How Do Humans Handle the Dilemma of Exploration and Exploitation in Sequential Decision Making?

8th International Conference on Bio-inspired Information and Communications Technologies (formerly BIONETICS)
Naoya Namiki1, Kuratomo Oyo1, Tatsuji Takahashi1
1: Tokyo Denki University

    In an uncertain environment, decision-making meets two opposing demands. One is to explore new information, while the other is to exploit already acquired information. The opposition is long called the exploration-exploitation dilemma. In brain science, it is known that human brain estimates options comparatively, and the average behavior correlates to the Softmax action selection rule. Softmax randomly chooses options with the selection probability that is a monotonous function of the estimated value. However, it needs a kind of pseudo-random number generator in human’s mind. In cognitive psychology, it is indicated that recognition and generation of random sequence by human are quite biased, generally very unfaithful.
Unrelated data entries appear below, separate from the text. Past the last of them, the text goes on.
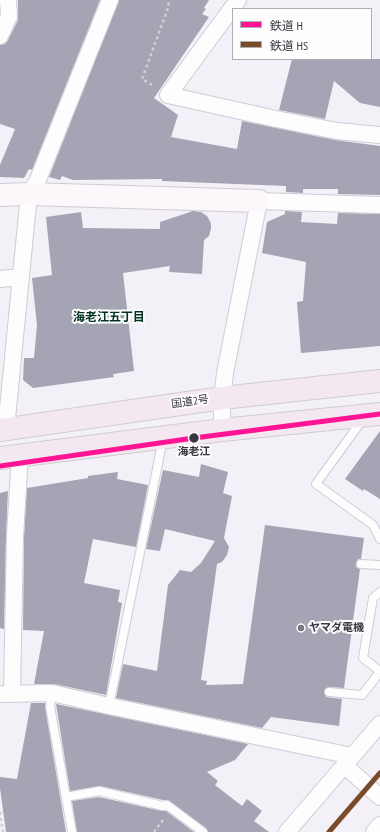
<!DOCTYPE html>
<meta charset="utf-8">
<style>
body{margin:0}
#map{position:relative;width:380px;height:832px;overflow:hidden;background:#f3f0f7;font-family:"PT Sans Narrow","Noto Sans JP",sans-serif}
canvas{display:block}
.legend{position:absolute;left:232px;top:8px;width:140px;height:52px;box-sizing:border-box;background:#fdfdfd;border:1px solid #afadb2;margin:0;padding:5px 7px;list-style:none;font-size:12px;color:#3b3542}
.legend li{display:flex;align-items:center;gap:8px;height:20px}
.legend b{width:20px;border:1px solid #afadb2}
</style>
<div id="map">
<canvas width="380" height="832"></canvas>
<ul class="legend">
<li><b style="height:5px;background:#ff1493"></b>鉄道 H</li>
<li><b style="height:5px;background:#7a4b2a"></b>鉄道 HS</li>
</ul>
</div>
<script>
const context = document.querySelector('canvas').getContext('2d');
context.lineJoin = 'round';
function fill(path, color) { context.fillStyle = color; context.fill(path, 'evenodd'); }
const toPath = rows => new Path2D(rows.map(r => 'M' + r).join(''));
function strokePath(path, color, width, dash) { context.strokeStyle = color; context.lineWidth = width; context.lineCap = dash ? 'butt' : 'round'; context.setLineDash(dash || []); context.stroke(path); }
function drawText(font, color, halo, rows, align = 'center') {
  context.font = font + ' "PT Sans Narrow","Noto Sans JP",sans-serif'; context.lineWidth = 4; context.setLineDash([]); context.textBaseline = 'middle'; context.strokeStyle = halo; context.fillStyle = color; for (const [text, x, y, turn = 0] of rows) {
    context.save(); context.translate(x, y); context.rotate((+turn || 0) * Math.PI / 180); context.textAlign = isNaN(turn) ? turn : align; if (halo) context.strokeText(text, 0, 0); context.fillText(text, 0, 0); context.restore();
  }
}
fill(toPath([
 [18,0,100,0,32,170,29,169,24,178,0,177,0,165,15,129,0,124,0,45,5,44,8,40,18,20],
 [119,0,209,0,204,8,206,9,202,14,209,17,154,98,178,115,171,137,237,149,242,121,335,140,380,146,380,195,338,194,338,189,303,189,303,193,286,192,286,186,162,181,162,179,73,180,62,176,60,180,49,177],
 [292,59,380,59,380,107,360,103,334,81,325,119,279,110],
 [193,211,201,212,207,216,211,223,211,229,209,236,204,240,202,274,169,272,170,266,123,273,134,371,113,374,114,377,33,388,23,380,24,358,34,358,37,325,32,278,52,275,46,217,81,212,83,228,160,229,160,222],
 [285,211,302,212,301,222,337,224,338,213,380,214,380,346,301,353,297,302,303,301,306,262,262,253,267,222,285,214],
 [380,431,380,499,364,489,363,491,345,479],
 [201,464,228,472,223,493,232,496,224,538,229,547,227,555,222,562,217,564,201,680,207,681,206,685,243,684,265,525,364,538,361,559,358,559,356,563,356,567,360,569,344,688,329,687,325,689,324,691,326,697,342,699,339,726,271,717,262,728,116,698,123,664,157,671,168,585,180,570,191,572,201,563,215,541,165,529,160,551,146,549,163,470,199,477],
 [118,472,117,479,148,485,136,547,93,539,84,583,120,590,118,602,122,603,106,695,54,684,34,684,44,631,23,630,24,536,27,488,88,478,88,476],
 [8,491,6,536,4,629,0,628,0,493],
 [31,703,45,703,45,707,66,832,6,832,0,788,0,777,17,779],
 [56,704,248,744,235,760,207,772,218,781,215,785,242,806,247,799,262,811,254,821,269,832,208,832,206,828,168,800,163,800,100,786,70,791],
 [99,797,162,811,166,811,194,832,77,832,72,801]
]), '#a5a4b5');
const lane = toPath([
 [363,419,316,484,373,525,380,539],
 [361,564,380,565],
 [380,592,373,598,363,658,380,671],
 [329,692,362,695,380,672],
 [52,693,50,706,72,832],
 [109,706,163,439],
 [66,797,99,791,163,806,167,805,203,832]
]);
const street = toPath([
 [238,0,168,95,276,119,337,131,380,135],
 [0,36,9,16,8,0],
 [0,279,20,277],
 [6,429,29,194,37,182,110,0],
 [222,430,222,398,225,373,259,201,380,205],
 [12,693,15,536,20,455],
 [0,694,52,693,109,706,352,756],
 [344,765,380,797],
 [287,832,380,724],
 [374,832,380,825]
]);
const secondary = toPath([
 [0,195,29,194,259,201]
]);
const highway = toPath([
 [0,430,222,398,380,381],
 [0,458,222,430,380,414]
]);
strokePath(lane, '#d0cbd5', 10);
strokePath(street, '#d0cbd5', 18);
strokePath(secondary, '#d0cbd5', 24);
strokePath(highway, '#d0cdd2', 24);
strokePath(toPath([
 [152,85,142,79,168,8,169,0],
 [0,812,3,832],
 [154,832,163,820]
]), '#d0d0d2', 2.5, [3, 3]);
strokePath(lane, '#fdfdfe', 8);
strokePath(street, '#fdfdfe', 16);
strokePath(secondary, '#fbf7fa', 22);
strokePath(highway, '#f3e8f1', 22);
strokePath(toPath([
 [0,466,194,438,380,414]
]), '#ff1493', 5);
strokePath(toPath([
 [329,832,380,773]
]), '#7a4b2a', 5);
for (const [x, y, r, color] of [
 [194,438,5.5,"#3b3542"],
 [301,628,4,"#7b7681"]
]) { const dot = new Path2D(); dot.arc(x, y, r, 0, 2 * Math.PI); context.fillStyle = color; context.fill(dot); strokePath(dot, '#fdfdfd', 1.5); }
drawText('11px', '#3b3542', '#fdfdfd', [
 ["国道2号",190,402,-8]
]);
drawText('bold 11px', '#3b3542', '#fdfdfd', [
 ["海老江",194,452]
]);
drawText('bold 11px', '#3b3542', '#fdfdfd', [
 ["ヤマダ電機",309,628]
], 'left');
drawText('bold 12px', '#003323', '#fdfdfd', [
 ["海老江五丁目",109,318]
]);
</script>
Then, is it possible that humans adopt the Softmax policy while they are that bad at generating and recognizing random numbers? In this study, we analyzed how humans behave in face of the exploration-exploitation dilemma through experiments of the N-armed bandit problems and compared some policies commonly used in reinforcement learning modeling, from a viewpoint of whether humans really choose options randomly.